Dans le monde scientifique, l’accès aux ressources financières est souvent un défi majeur : trouver des fonds compétitifs, remplir d’innombrables dossiers administratifs, justifier chaque dépense et attendre des mois, voire des années, avant d’obtenir un financement. Cette complexité détourne les chercheurs de leur véritable mission.

Avec ce superpouvoir, la recherche ne serait plus limitée par des contraintes budgétaires et bureaucratiques. Les idées les plus prometteuses seraient financées instantanément sans paperasse inutile et avec une flexibilité qui permettrait aux scientifiques d’innover librement.

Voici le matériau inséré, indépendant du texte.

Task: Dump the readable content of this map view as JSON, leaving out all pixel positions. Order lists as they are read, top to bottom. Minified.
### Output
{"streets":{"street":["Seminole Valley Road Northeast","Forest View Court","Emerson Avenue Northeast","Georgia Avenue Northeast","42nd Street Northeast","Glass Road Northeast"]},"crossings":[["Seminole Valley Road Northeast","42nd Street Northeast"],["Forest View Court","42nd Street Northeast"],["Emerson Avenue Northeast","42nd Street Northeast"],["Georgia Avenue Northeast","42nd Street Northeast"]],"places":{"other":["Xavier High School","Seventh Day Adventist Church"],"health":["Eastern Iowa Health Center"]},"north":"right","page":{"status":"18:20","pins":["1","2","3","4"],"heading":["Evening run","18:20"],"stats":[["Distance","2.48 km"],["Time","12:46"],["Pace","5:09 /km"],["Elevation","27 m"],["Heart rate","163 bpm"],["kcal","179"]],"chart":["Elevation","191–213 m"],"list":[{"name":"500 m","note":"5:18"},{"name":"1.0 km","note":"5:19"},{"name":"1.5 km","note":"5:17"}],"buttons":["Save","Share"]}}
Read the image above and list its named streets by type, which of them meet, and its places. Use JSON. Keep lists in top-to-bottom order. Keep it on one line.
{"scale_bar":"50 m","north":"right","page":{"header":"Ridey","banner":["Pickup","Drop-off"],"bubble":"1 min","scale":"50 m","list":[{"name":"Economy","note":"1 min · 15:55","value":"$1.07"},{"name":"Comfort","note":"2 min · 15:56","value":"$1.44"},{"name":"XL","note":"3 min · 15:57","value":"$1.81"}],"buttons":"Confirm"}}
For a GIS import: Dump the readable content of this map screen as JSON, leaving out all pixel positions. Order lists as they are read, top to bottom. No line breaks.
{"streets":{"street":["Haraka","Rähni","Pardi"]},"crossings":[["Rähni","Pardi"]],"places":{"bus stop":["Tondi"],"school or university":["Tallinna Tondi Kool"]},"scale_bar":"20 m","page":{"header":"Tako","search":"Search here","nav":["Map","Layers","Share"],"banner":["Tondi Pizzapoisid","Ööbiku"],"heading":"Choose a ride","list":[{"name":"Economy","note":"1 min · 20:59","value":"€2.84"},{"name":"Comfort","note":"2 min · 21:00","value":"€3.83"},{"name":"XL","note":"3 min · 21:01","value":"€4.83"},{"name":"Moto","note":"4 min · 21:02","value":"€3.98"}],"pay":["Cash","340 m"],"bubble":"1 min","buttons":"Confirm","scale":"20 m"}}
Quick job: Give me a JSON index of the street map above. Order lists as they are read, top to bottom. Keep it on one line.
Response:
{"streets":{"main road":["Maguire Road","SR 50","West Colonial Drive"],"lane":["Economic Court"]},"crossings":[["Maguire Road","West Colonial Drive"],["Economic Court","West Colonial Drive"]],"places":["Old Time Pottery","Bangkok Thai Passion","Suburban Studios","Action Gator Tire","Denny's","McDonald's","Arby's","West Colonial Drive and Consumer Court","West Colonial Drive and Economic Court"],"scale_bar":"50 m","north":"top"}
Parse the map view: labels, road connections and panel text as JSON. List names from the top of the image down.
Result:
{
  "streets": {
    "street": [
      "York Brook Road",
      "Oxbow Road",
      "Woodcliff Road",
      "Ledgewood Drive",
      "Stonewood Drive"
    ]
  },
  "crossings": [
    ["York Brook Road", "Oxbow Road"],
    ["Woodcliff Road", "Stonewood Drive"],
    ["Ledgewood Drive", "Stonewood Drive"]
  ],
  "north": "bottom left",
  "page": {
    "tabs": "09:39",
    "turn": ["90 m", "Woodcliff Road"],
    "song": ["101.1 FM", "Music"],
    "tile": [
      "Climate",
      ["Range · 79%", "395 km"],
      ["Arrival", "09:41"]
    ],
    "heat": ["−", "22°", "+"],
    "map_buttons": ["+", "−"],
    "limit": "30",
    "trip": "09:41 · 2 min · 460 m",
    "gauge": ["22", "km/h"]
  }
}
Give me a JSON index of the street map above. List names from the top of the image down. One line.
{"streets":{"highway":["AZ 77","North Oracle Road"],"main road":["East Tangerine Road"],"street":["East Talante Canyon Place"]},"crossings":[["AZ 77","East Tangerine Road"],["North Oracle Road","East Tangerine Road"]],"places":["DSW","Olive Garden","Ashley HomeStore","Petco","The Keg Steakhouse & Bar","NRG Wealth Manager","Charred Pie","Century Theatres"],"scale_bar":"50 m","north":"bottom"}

Ce serait une avancée révolutionnaire pour accélérer les découvertes, soutenir les jeunes chercheurs et garantir que les solutions aux grands défis du monde ne soient jamais ralenties par un manque de moyens.

Quel objet scientifique symbolise le mieux la place des femmes dans la société aujourd’hui ? 
Plutôt que de représenter sa place par un objet unique, la femme est omniprésente tout comme certaines forces invisibles mais essentielles en science telles que l’énergie, la gravité ou encore l’ADN.

Selon vous, quelles mesures pourraient être prises pour protéger davantage les femmes des agressions et leur permettre de vivre pleinement dans l’espace public en tout sécurité ?  
Une meilleure éducation à l’égalité dès le plus jeune âge et peut-être un renforcement de la représentation féminine dans les instances décisionnelles sont nécessaires.